Gervásio 8B PTPT was trained on various datasets, either native to European Portuguese or translated into European Portuguese. For the latter, we selected only those datasets where the outcome of their translation into European Portuguese could preserve, in the target language, the linguistic properties at stake.

The training data comprises:

extraGLUE-Instruct
MMLU PT (multiple choice question answering).
A subset of Natural Instructions (mostly multiple choice question answering tasks).
A manually curated subset of Wikipedia.
A manually curated list of proverbs.

Training Details

We applied supervised fine-tuning with a causal language modeling training objective following a zero-out technique during the fine-tuning process. Specifically, while the entire prompt and chat template received attention during fine-tuning, only the response tokens were subjected to back-propagation.

To accelerate training, the Fully Sharded Data Parallel (FSDP) paradigm was used over 10 L40S GPUs.

Performance

For testing, we use translations of the standard benchmarks GPQA Diamond, MMLU and MMLU Pro, as well as the CoPA, MRPC and RTE datasets in extraGLUE.
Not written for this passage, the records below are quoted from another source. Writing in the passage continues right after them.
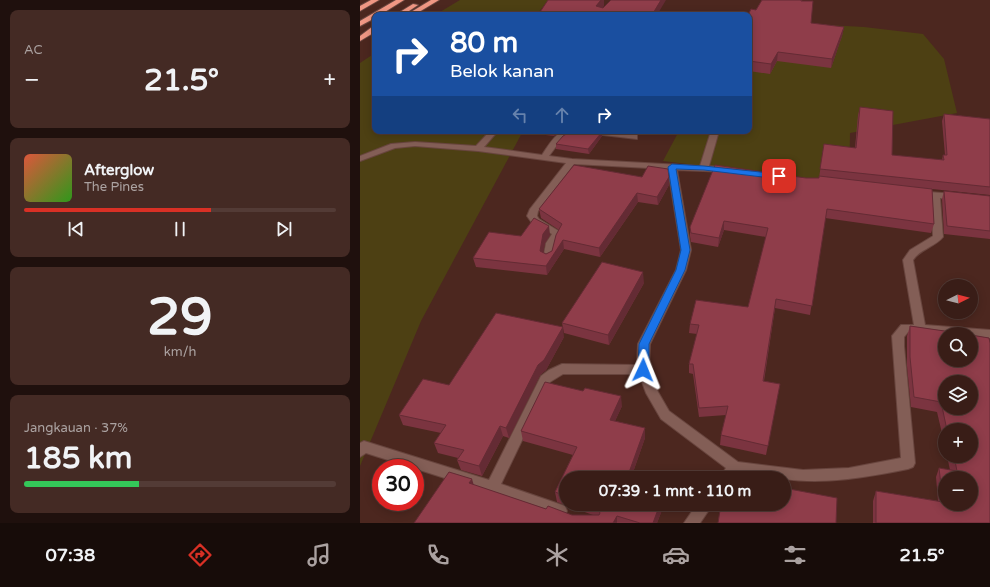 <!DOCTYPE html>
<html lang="id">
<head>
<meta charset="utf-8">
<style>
	:root { --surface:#391d17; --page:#442a24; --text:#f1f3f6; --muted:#aba2a1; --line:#533b36; --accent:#d93025 }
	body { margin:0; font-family:"Varela Round",sans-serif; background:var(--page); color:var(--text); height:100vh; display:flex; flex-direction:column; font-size:15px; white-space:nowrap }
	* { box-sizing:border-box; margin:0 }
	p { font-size:13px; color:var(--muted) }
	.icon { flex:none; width:22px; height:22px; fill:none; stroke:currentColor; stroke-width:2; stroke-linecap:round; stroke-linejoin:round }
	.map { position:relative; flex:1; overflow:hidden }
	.panel { display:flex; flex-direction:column; gap:10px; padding:10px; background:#1f100d; width:360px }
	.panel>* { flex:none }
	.top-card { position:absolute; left:12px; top:12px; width:380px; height:122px; border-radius:8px; box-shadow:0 2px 10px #0003,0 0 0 1px var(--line); background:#1a4fa0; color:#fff; overflow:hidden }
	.needle { width:26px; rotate:84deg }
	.tools { position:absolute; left:578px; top:279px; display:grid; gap:8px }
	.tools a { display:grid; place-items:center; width:40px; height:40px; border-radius:50%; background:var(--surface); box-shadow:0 2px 10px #0003,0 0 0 1px var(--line); font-size:20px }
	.speed { position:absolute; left:12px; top:459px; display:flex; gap:8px; font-size:20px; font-weight:700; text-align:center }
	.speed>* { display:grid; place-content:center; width:52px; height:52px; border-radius:50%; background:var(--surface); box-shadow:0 2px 10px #0003,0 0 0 1px var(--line); line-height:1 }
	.speed .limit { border:6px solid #d22; background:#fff; color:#111 }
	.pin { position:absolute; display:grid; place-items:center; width:34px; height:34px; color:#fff; margin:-17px; border-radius:8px; box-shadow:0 2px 6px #0006 }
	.me { position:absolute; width:44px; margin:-22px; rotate:2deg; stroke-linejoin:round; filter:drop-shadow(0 0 3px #0008) }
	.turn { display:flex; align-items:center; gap:14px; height:84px; padding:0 12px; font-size:18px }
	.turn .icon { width:52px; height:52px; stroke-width:2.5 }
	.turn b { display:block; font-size:28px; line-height:34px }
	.lanes { display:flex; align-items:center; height:38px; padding:0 12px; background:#0003; justify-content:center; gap:20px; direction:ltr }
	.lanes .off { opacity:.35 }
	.big { font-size:30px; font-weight:800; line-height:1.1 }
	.panel .tile { flex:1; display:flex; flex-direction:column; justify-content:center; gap:6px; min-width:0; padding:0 14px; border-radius:8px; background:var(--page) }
	.panel .dial { align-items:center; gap:0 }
	.dial b { font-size:52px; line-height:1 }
	.song { display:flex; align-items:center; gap:12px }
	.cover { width:48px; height:48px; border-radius:6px; background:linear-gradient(135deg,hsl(10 70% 55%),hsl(110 70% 35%)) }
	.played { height:4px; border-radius:2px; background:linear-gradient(90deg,var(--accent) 60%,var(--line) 60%) }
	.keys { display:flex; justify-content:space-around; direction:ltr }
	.heat { display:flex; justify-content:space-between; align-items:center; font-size:22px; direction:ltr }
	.charge { height:6px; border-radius:3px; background:linear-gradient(90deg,#34c759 37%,var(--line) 0) }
	.trip { position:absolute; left:199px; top:471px; width:232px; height:40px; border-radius:20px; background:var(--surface); box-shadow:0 2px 10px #0003,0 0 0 1px var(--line); font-weight:800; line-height:40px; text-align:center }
	.menu { display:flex; height:64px; justify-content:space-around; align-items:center; background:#170c09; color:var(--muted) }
	.menu .icon { width:28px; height:28px }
	.menu .on { color:var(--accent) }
	.menu b { font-size:18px; color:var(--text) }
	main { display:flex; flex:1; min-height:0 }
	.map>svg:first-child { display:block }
	.green { fill:#4d4013 }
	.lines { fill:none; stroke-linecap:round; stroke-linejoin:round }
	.minor-casing { stroke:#68453e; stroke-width:2 }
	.highway-casing { stroke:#68453e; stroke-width:2 }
	.minor { fill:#835e56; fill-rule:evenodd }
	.highway { fill:#f09784; fill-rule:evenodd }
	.wall { fill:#7b3440; fill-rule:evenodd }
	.shaded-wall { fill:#642b34 }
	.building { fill:#8f3d4a; stroke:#642b34; fill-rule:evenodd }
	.route { fill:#1a73e8; stroke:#114b97 }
</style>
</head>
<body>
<main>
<section class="panel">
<div class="tile"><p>AC</p>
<div class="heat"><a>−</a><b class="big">21.5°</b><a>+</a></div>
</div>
<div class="tile">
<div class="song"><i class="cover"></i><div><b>Afterglow</b><p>The Pines</p></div></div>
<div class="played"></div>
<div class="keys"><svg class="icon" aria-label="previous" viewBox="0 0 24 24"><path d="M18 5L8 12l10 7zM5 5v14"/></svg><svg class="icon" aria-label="pause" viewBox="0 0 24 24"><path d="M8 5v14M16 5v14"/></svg><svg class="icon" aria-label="next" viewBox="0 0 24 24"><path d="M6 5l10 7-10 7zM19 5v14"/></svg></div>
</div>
<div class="tile dial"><b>29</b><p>km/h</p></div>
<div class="tile"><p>Jangkauan · 37%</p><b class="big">185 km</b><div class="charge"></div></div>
</section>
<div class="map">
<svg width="630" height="523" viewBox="0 0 630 523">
	<rect width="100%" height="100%" fill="#4c271f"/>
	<!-- green -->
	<g class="green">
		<polygon points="100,0 189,0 176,15 75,15"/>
		<polygon points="395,21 504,27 563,34 584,59 597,113 490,133 489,184 303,161 319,131 389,131 389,29"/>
		<polygon points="15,53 15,131 163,131 61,321 0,466 0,63"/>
	</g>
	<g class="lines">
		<!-- minor casing -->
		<g class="minor-casing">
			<g id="minor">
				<path d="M 130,131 L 138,131 L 124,147 L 182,155 C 187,148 192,138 200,133 C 212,126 259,132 274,135 L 277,135 L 277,139 L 226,133 L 210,135 L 200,141 L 189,156 L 212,159 L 340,166 L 351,131 L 359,131 L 349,166 L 369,168 L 369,172 L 317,170 L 331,250 L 326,270 L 290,344 L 289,370 L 298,392 L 309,411 L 378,462 L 443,470 L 489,468 L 541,458 L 532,336 L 541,325 L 554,325 L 543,260 L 550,250 L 573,236 L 571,197 L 556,195 L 555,193 L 556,191 L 595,194 L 599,197 L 595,200 L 580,198 L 583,237 C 575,247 560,249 553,260 L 565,325 L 630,330 L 630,338 L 611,337 L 611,334 L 585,335 L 548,332 L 544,337 L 544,346 L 555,463 L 553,467 L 548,469 C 507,477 466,485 424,479 L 424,478 L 378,473 L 374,478 L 359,478 L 366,468 L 301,419 L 286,393 L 279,374 L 203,374 L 190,382 L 141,484 L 205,506 L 207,511 L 205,516 L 200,518 L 132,493 L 6,453 L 0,457 L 0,443 L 4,441 L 129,480 L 181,376 L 189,370 L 202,364 L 277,365 L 278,344 L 316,270 L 321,250 L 308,169 L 214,164 L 178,211 L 177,216 L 179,219 L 202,233 L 196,243 L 193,259 L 188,262 L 183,259 L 186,243 L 192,234 L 172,223 L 167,216 L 170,209 L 206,163 L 118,151 L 55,146 L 35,148 L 0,161 L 0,156 L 31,144 L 55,142 L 116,146 Z"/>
				<polygon points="337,504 353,504 340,523 324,523"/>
			</g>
		</g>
		<!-- highway casing -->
		<g class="highway-casing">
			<g id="highway">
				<polygon points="11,0 19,0 0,11 0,6"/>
				<polygon points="36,0 44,0 20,15 15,15 15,18 0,26 0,21"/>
				<polygon points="71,0 79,0 54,15 46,15"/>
				<polygon points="53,4 58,5 43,15 35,15"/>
				<polygon points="12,27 15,27 15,32 0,41 0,36"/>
			</g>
		</g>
		<!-- minor -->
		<use href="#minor" class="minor"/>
		<!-- highway -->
		<use href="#highway" class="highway"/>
	</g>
	<!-- wall -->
	<g class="wall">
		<polygon points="402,0 442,0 451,23 484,27 482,36 471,68 417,61 410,74 389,71 389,15 396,10"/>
		<polygon points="500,107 532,155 582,160 583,155 585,155 582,121 584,114 630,119 630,195 572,189 574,224 571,233 465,218 450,315 415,308 404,381 420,384 406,455 360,445 361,435 366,415 339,417 333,374 329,373 329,364 337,334 329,333 330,324 388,307 406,237 364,230 358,247 331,242 330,236 330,227 446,178 459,178 464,144 495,148 498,115"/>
		<polygon points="169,131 203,131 194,136 169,133"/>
		<polygon points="256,131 286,131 286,134"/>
		<polygon points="242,132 242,136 229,154 196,149 196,144"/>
		<polygon points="309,185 298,205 278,202 240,257 204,249 187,275 116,267 113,258 161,236 190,235 185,243 183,252 186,254 192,251 199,230 181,218 179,209"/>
		<polygon points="584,191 630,196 630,239 584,234 582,199"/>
		<polygon points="284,283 249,345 204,333 202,323"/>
		<path d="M 550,326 L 605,334 L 585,334 L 585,360 L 611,360 L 611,335 L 629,338 L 630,343 L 630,523 L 513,523 L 513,501 L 516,491 L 578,501 L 576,477 L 579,468 L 590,470 L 587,456 L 611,456 L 611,430 L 585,430 L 585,446 L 577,412 L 551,407 L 547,366 L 547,336 ZM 585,382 L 611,382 L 611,408 L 585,408 ZM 585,478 L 611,478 L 611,504 L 585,504 Z"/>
		<polygon points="204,337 186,370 180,375 149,438 143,436 122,476 101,470 97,460 98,458 78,453 74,443 81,433 43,425 39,415 89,385"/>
		<polygon points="262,406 255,421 285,428 285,438 271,478 206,478 206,504 304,504 304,505 297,523 54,523 114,485 186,509 212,515 233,515 197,502 195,492 213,455 163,441 161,431"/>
	</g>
	<!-- shaded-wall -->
	<g class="shaded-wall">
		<polygon points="241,0 244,0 244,6 237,15 236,6"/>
		<polygon points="301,0 306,0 297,15 292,15"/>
		<polygon points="484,27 482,36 471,68 472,59"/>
		<polygon points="418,52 417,61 410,74 411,64"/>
		<polygon points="193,131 203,131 194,136"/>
		<polygon points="242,132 242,136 229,154 228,149"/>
		<polygon points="309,177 309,185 298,205 297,197"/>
		<polygon points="277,193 278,202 240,257 239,248"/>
		<polygon points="364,221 364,230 358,247 359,238"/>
		<polygon points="189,226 190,235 185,243 182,260 180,251 183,234"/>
		<polygon points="203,240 204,249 187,275 186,266"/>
		<polygon points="283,272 284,283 249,345 248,335"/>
		<polygon points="203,327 204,337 186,370 180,375 149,438 146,428 178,365"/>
		<polygon points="261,396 262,406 251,430 250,420"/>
		<polygon points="140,426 143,436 122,476 119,466"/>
		<polygon points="285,428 285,438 271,478 267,478"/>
		<polygon points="112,479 115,489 109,483"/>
		<polygon points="300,504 304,504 304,505 297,523 293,523"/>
		<polygon points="257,516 257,523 253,523"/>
	</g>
	<!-- building -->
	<g class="building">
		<polygon points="188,0 241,0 236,6 243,8 251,0 301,0 292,15 178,15"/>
		<polygon points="402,0 441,0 441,1 453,1 451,23 484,27 472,59 418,52 411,64 389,61 389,15 388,15 391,9 396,10"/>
		<polygon points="500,107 533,111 532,155 584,160 583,155 587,155 584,114 630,119 630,187 460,169 464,144 496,148"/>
		<polygon points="214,131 237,131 242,132 228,149 196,144 203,136 210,132"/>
		<polygon points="214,165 282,177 288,166 308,169 309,177 297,197 277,193 239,248 203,240 186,266 113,258 129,232 161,236 174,218 189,226 183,234 180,251 186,254 192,251 196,235 202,224 179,209"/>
		<polygon points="355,165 446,178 459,178 459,176 572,189 574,224 467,209 452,306 416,299 403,381 420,384 408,446 361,435 368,406 339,408 333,364 329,364 339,325 330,324 336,300 388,307 408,228 364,221 359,238 331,233 330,227"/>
		<polygon points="584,191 630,196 630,231 587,226"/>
		<polygon points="242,262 283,272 248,335 202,323"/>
		<polygon points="136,313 203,327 184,360 178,365 146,428 140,426 119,466 97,460 104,450 74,443 86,425 39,415 63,379 89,385"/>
		<path d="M 550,326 L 605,334 L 585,334 L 585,360 L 611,360 L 611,335 L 629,338 L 630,343 L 630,523 L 516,523 L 516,491 L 583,502 L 579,468 L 597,471 L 594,456 L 611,456 L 611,430 L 587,430 L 581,402 L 554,397 L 550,357 ZM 585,382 L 611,382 L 611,408 L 585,408 ZM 585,478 L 611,478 L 611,504 L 585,504 Z"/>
		<polygon points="185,382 223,391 225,388 261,396 250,420 285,428 267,478 206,478 206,496 195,492 217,447 161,431"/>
		<polygon points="89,472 112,479 109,483 186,509 188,506 212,515 239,515 240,513 237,507 229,504 300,504 293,523 280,523 257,516 253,523 54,523"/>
		<polygon points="424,488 477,498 476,523 358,523 361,504 424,504"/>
	</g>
	<!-- route -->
	<polygon class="route" points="312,164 344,166 419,174 423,176 419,179 344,170 316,169 330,250 325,270 289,344 289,370 283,374 278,370 279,344 316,270 321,250 308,167"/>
</svg>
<div class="tools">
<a><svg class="needle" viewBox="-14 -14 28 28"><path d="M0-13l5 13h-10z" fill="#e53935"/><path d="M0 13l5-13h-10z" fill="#aba2a1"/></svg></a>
<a><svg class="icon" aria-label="search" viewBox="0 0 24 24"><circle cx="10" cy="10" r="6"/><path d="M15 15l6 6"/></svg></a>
<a><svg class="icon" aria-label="layers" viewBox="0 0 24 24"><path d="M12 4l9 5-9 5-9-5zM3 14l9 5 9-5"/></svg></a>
<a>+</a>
<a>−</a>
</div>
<div class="speed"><div class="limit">30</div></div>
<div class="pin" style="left:419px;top:176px;background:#d93025"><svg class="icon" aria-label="arrive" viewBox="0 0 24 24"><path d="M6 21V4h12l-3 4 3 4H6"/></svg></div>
<svg class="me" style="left:283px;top:370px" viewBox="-20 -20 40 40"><path d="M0-17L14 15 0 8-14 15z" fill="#1a73e8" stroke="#fff" stroke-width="4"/></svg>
<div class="trip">07:39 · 1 mnt · 110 m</div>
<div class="top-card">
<div class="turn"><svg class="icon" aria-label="right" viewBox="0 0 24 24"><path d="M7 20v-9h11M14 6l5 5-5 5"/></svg><div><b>80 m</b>Belok kanan</div></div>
<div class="lanes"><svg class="icon off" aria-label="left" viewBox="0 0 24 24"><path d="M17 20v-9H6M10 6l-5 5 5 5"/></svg><svg class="icon off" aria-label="ahead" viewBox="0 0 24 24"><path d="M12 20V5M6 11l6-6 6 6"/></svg><svg class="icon" aria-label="right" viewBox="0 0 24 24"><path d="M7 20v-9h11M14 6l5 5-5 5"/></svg></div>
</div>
</div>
</main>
<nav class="menu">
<b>07:38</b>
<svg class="icon on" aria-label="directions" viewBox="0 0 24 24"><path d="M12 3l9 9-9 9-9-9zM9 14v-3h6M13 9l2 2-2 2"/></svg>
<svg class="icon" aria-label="music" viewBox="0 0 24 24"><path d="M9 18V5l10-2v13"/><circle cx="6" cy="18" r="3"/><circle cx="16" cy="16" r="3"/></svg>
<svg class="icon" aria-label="phone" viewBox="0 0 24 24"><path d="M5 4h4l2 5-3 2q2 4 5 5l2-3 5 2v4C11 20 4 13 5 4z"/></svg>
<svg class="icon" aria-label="climate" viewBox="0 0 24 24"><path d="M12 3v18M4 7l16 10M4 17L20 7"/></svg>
<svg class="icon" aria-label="car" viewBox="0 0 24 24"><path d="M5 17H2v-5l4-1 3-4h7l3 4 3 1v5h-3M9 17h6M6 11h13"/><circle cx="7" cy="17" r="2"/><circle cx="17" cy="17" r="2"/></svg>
<svg class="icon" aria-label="filters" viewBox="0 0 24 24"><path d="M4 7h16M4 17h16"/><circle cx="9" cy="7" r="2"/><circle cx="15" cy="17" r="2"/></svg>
<b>21.5°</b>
</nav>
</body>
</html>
Model	GPQA Diamond PT	MMLU PT	MMLU Pro PT	CoPA	MRPC	RTE	Average
Gervásio 8B PTPT	34.85	62.15	36.79	87.00	77.45	77.62	62.64
LLaMA 3.1 8B Instruct	32.32	61.49	36.10	83.00	75.25	79.42	61.26

How to use

You can use this model directly with a pipeline for causal language modeling:

>>> from transformers import pipeline
>>> generator = pipeline(model='PORTULAN/gervasio-8b-portuguese-ptpt-decoder')
>>> generator("A comida portuguesa é", max_new_tokens=10)

Chatbot

This model is integrated in the chatbot Evaristo.ai, where its generative capabilities can be experimented with on the fly through a GUI.

Please cite

@misc{gervasio,
      title={Advancing Generative AI for Portuguese with
             Open Decoder Gervásio PT-*}, 
      author={Rodrigo Santos, João Silva, Luís Gomes,
              João Rodrigues, António Branco},
      year={2024},
      eprint={2402.18766},
      archivePrefix={arXiv},
      primaryClass={cs.CL}
}

Please use the above canonical reference when using or citing this model.

Acknowledgments

The research reported here was partially supported by: PORTULAN CLARIN—Research Infrastructure for the Science and Technology of Language, funded by Lisboa 2020, Alentejo 2020 and FCT—Fundação para a Ciência e Tecnologia under the grant PINFRA/22117/2016; innovation project ACCELERAT.AI - Multilingual Intelligent Contact Centers, funded by IAPMEI, I.P. - Agência para a Competitividade e Inovação I.P. under the grant C625734525-00462629, of Plano de Recuperação e Resiliência, call RE-C05-i01.01 – Agendas/Alianças Mobilizadoras para a Reindustrialização; research project "Hey, Hal, curb your hallucination! / Enhancing AI chatbots with enhanced RAG solutions", funded by FCT-Fundação para a Ciência e a Tecnologia under the grant 2024.07592.IACDC; project "CLARIN – Infraestrutura de Investigação para a Ciência e Tecnologia da Linguagem", funded by programme Lisboa2030 under the grant LISBOA2030-FEDER-01316900PORTULAN.